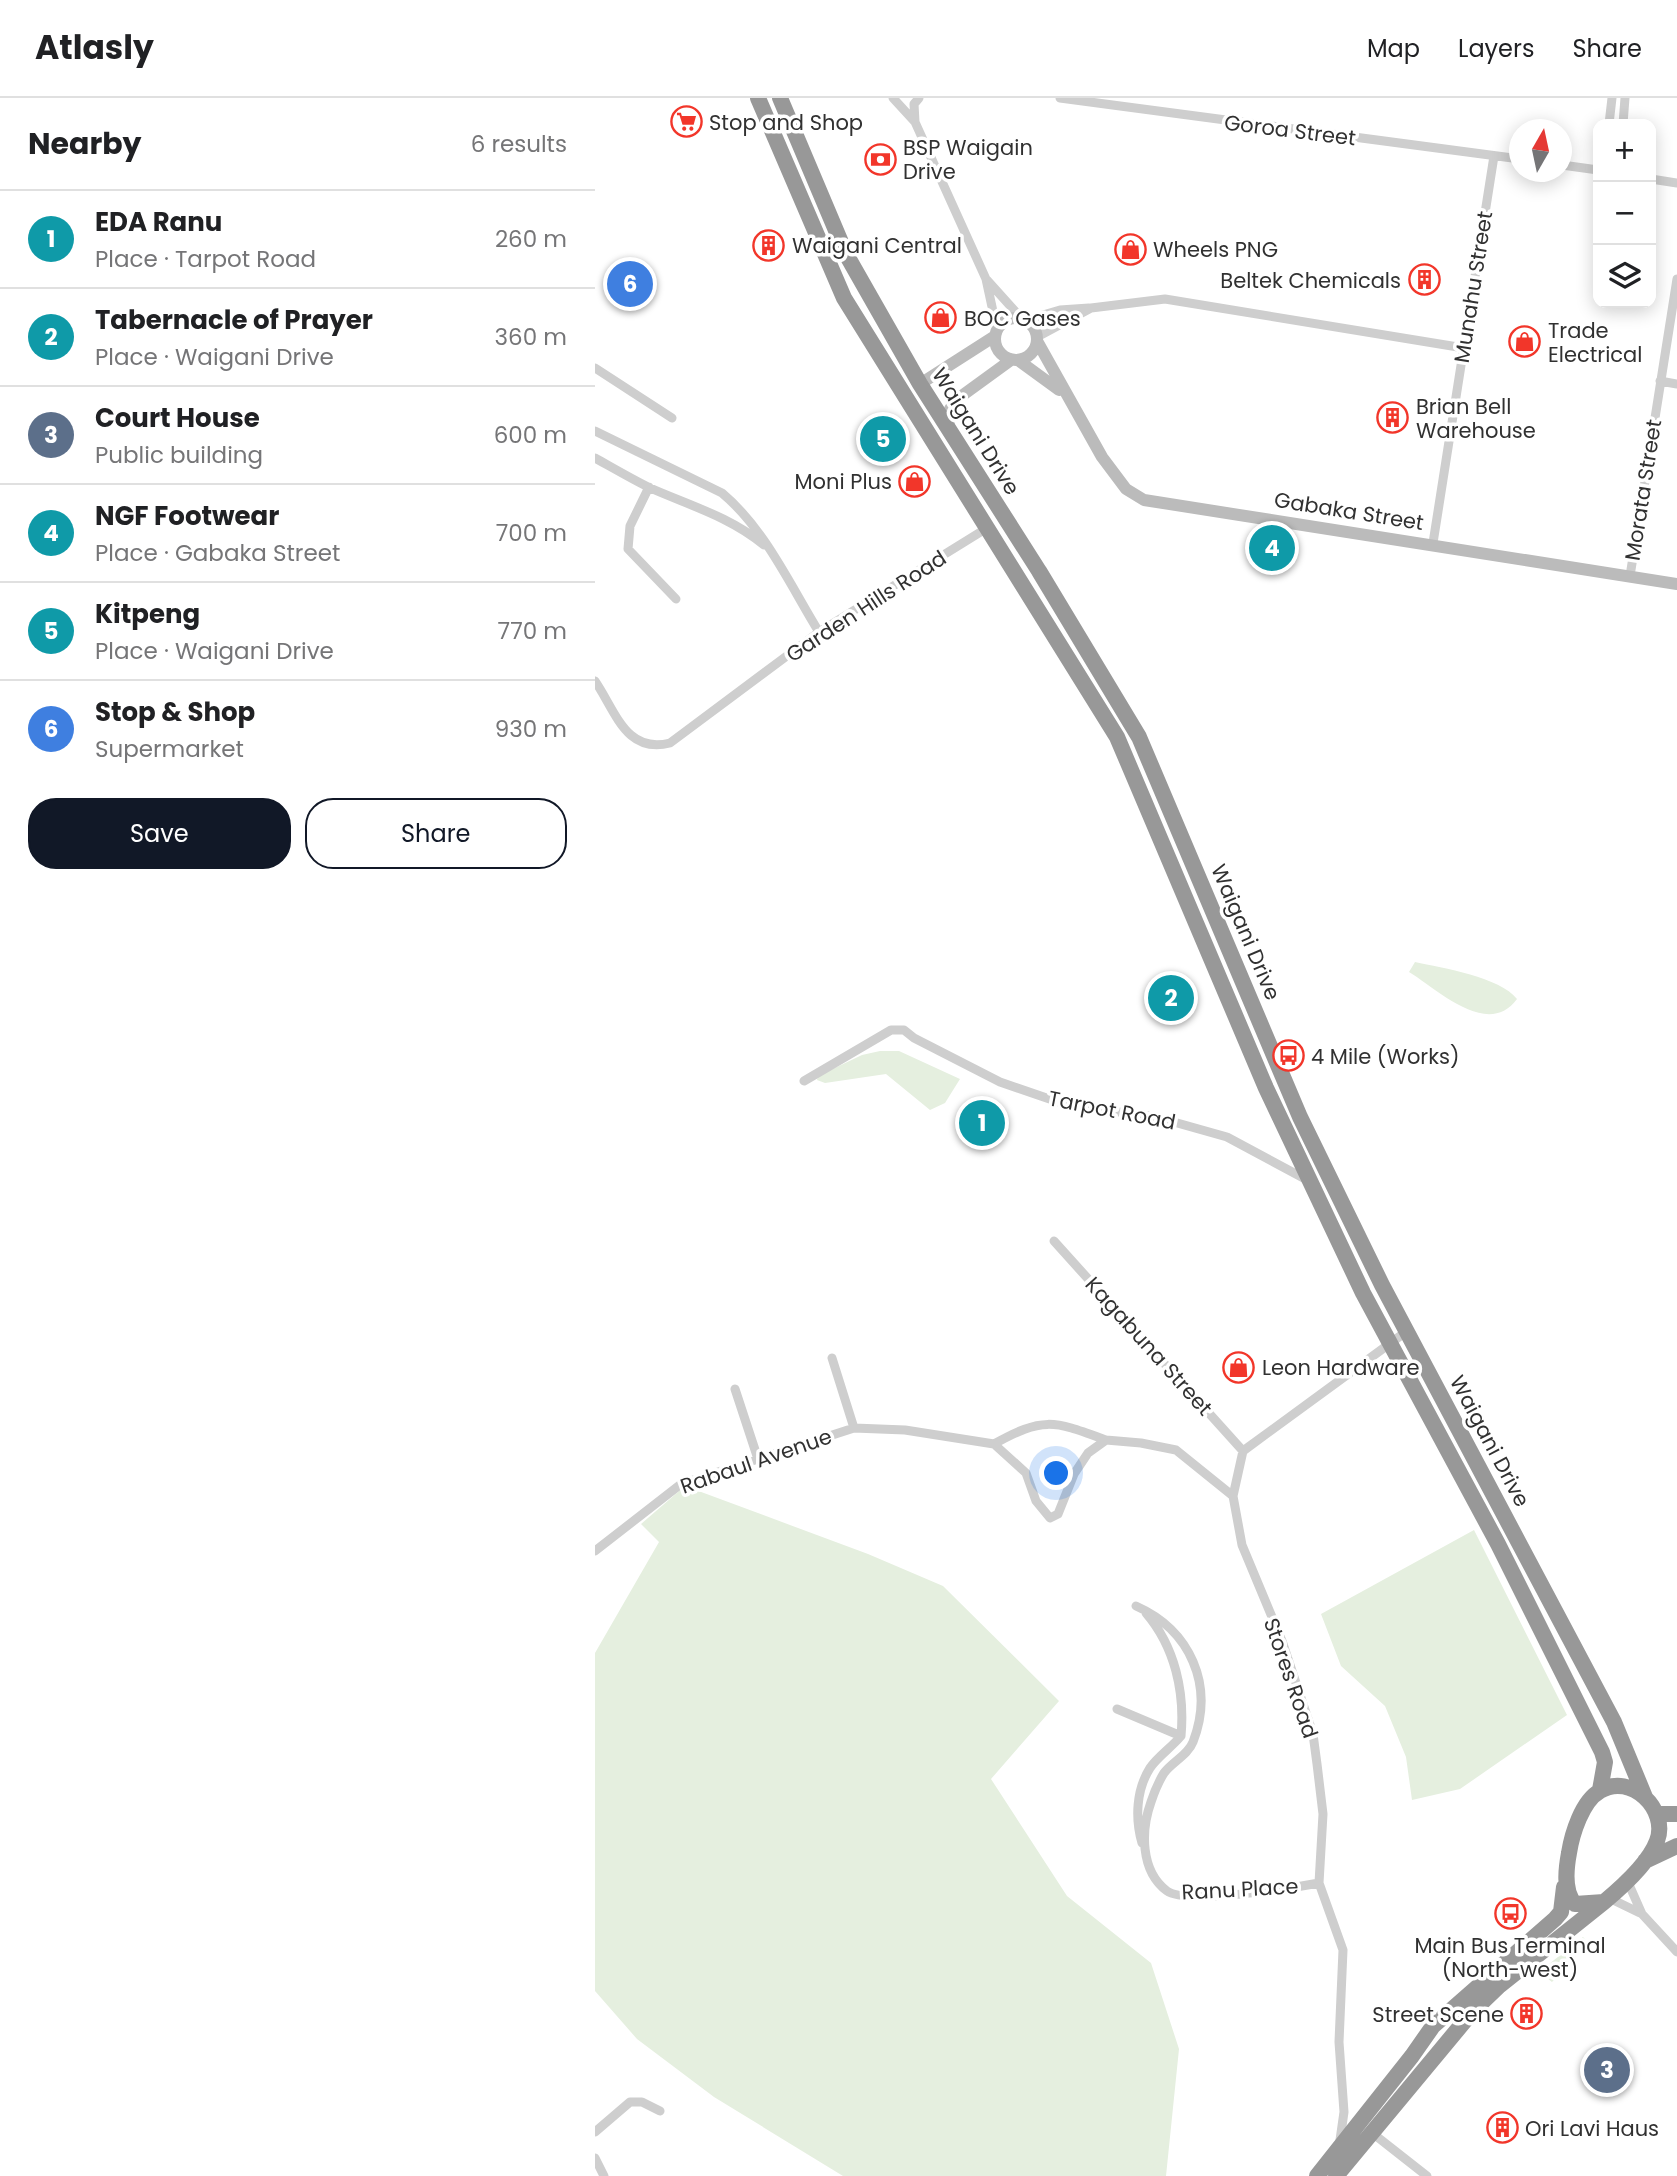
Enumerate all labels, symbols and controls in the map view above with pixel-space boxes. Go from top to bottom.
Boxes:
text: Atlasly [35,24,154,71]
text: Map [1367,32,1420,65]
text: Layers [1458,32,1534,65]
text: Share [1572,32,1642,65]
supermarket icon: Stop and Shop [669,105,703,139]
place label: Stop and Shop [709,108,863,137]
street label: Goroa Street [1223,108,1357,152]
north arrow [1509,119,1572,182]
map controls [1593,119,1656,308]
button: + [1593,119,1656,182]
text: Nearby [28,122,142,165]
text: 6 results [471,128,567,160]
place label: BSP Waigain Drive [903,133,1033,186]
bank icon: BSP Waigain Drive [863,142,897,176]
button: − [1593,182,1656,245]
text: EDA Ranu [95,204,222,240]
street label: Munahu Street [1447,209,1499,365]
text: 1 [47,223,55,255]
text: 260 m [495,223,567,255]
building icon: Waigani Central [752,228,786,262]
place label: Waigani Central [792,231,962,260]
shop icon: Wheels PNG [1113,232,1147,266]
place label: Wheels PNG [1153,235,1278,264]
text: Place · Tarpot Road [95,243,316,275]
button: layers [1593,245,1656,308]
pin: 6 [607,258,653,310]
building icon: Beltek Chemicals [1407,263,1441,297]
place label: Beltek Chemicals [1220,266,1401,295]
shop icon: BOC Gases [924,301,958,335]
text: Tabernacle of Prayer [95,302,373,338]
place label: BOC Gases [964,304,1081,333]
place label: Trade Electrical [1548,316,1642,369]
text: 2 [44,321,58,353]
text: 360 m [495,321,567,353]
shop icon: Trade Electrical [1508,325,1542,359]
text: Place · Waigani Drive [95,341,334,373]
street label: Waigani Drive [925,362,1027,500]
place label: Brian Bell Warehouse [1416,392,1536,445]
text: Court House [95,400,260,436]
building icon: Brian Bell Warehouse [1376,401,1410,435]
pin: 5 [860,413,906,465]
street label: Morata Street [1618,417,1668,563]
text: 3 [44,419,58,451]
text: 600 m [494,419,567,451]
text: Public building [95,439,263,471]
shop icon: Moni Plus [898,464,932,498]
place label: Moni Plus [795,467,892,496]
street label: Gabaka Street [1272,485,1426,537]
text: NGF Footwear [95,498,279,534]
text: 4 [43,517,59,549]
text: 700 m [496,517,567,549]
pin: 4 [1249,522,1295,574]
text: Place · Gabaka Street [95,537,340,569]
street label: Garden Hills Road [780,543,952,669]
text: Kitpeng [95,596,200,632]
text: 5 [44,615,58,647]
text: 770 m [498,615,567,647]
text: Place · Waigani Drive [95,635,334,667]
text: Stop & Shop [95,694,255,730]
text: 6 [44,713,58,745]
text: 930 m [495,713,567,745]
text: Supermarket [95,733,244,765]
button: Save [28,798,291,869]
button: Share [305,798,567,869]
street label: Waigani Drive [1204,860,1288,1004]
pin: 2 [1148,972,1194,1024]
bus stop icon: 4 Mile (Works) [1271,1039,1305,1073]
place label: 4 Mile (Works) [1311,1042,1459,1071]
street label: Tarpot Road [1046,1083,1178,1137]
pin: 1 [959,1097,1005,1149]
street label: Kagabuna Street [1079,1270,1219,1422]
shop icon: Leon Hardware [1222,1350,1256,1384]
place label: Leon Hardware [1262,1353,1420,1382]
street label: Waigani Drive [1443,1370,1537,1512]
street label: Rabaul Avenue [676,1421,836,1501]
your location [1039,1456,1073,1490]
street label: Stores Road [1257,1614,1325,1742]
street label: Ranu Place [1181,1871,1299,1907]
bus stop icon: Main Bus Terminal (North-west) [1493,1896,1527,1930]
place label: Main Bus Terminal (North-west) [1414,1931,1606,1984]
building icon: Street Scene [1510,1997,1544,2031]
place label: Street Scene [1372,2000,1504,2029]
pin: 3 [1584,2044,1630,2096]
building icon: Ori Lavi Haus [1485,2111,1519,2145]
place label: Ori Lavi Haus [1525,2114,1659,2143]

YOUR GOAL: Everything in the preceding material must be transcribed exactly, except the images.

RESULT FOR THIS EXERCISE:
Enumerate all labels, symbols and controls in the map view above with pixel-space boxes. Go from top to bottom.
Boxes:
text: Atlasly [35,24,154,71]
text: Map [1367,32,1420,65]
text: Layers [1458,32,1534,65]
text: Share [1572,32,1642,65]
supermarket icon: Stop and Shop [669,105,703,139]
place label: Stop and Shop [709,108,863,137]
street label: Goroa Street [1223,108,1357,152]
north arrow [1509,119,1572,182]
map controls [1593,119,1656,308]
button: + [1593,119,1656,182]
text: Nearby [28,122,142,165]
text: 6 results [471,128,567,160]
place label: BSP Waigain Drive [903,133,1033,186]
bank icon: BSP Waigain Drive [863,142,897,176]
button: − [1593,182,1656,245]
text: EDA Ranu [95,204,222,240]
street label: Munahu Street [1447,209,1499,365]
text: 1 [47,223,55,255]
text: 260 m [495,223,567,255]
building icon: Waigani Central [752,228,786,262]
place label: Waigani Central [792,231,962,260]
shop icon: Wheels PNG [1113,232,1147,266]
place label: Wheels PNG [1153,235,1278,264]
text: Place · Tarpot Road [95,243,316,275]
button: layers [1593,245,1656,308]
pin: 6 [607,258,653,310]
building icon: Beltek Chemicals [1407,263,1441,297]
place label: Beltek Chemicals [1220,266,1401,295]
shop icon: BOC Gases [924,301,958,335]
text: Tabernacle of Prayer [95,302,373,338]
place label: BOC Gases [964,304,1081,333]
place label: Trade Electrical [1548,316,1642,369]
text: 2 [44,321,58,353]
text: 360 m [495,321,567,353]
shop icon: Trade Electrical [1508,325,1542,359]
text: Place · Waigani Drive [95,341,334,373]
street label: Waigani Drive [925,362,1027,500]
place label: Brian Bell Warehouse [1416,392,1536,445]
text: Court House [95,400,260,436]
building icon: Brian Bell Warehouse [1376,401,1410,435]
pin: 5 [860,413,906,465]
street label: Morata Street [1618,417,1668,563]
text: 3 [44,419,58,451]
text: 600 m [494,419,567,451]
text: Public building [95,439,263,471]
shop icon: Moni Plus [898,464,932,498]
place label: Moni Plus [795,467,892,496]
street label: Gabaka Street [1272,485,1426,537]
text: NGF Footwear [95,498,279,534]
text: 4 [43,517,59,549]
text: 700 m [496,517,567,549]
pin: 4 [1249,522,1295,574]
text: Place · Gabaka Street [95,537,340,569]
street label: Garden Hills Road [780,543,952,669]
text: Kitpeng [95,596,200,632]
text: 5 [44,615,58,647]
text: 770 m [498,615,567,647]
text: Place · Waigani Drive [95,635,334,667]
text: Stop & Shop [95,694,255,730]
text: 6 [44,713,58,745]
text: 930 m [495,713,567,745]
text: Supermarket [95,733,244,765]
button: Save [28,798,291,869]
button: Share [305,798,567,869]
street label: Waigani Drive [1204,860,1288,1004]
pin: 2 [1148,972,1194,1024]
bus stop icon: 4 Mile (Works) [1271,1039,1305,1073]
place label: 4 Mile (Works) [1311,1042,1459,1071]
street label: Tarpot Road [1046,1083,1178,1137]
pin: 1 [959,1097,1005,1149]
street label: Kagabuna Street [1079,1270,1219,1422]
shop icon: Leon Hardware [1222,1350,1256,1384]
place label: Leon Hardware [1262,1353,1420,1382]
street label: Waigani Drive [1443,1370,1537,1512]
street label: Rabaul Avenue [676,1421,836,1501]
your location [1039,1456,1073,1490]
street label: Stores Road [1257,1614,1325,1742]
street label: Ranu Place [1181,1871,1299,1907]
bus stop icon: Main Bus Terminal (North-west) [1493,1896,1527,1930]
place label: Main Bus Terminal (North-west) [1414,1931,1606,1984]
building icon: Street Scene [1510,1997,1544,2031]
place label: Street Scene [1372,2000,1504,2029]
pin: 3 [1584,2044,1630,2096]
building icon: Ori Lavi Haus [1485,2111,1519,2145]
place label: Ori Lavi Haus [1525,2114,1659,2143]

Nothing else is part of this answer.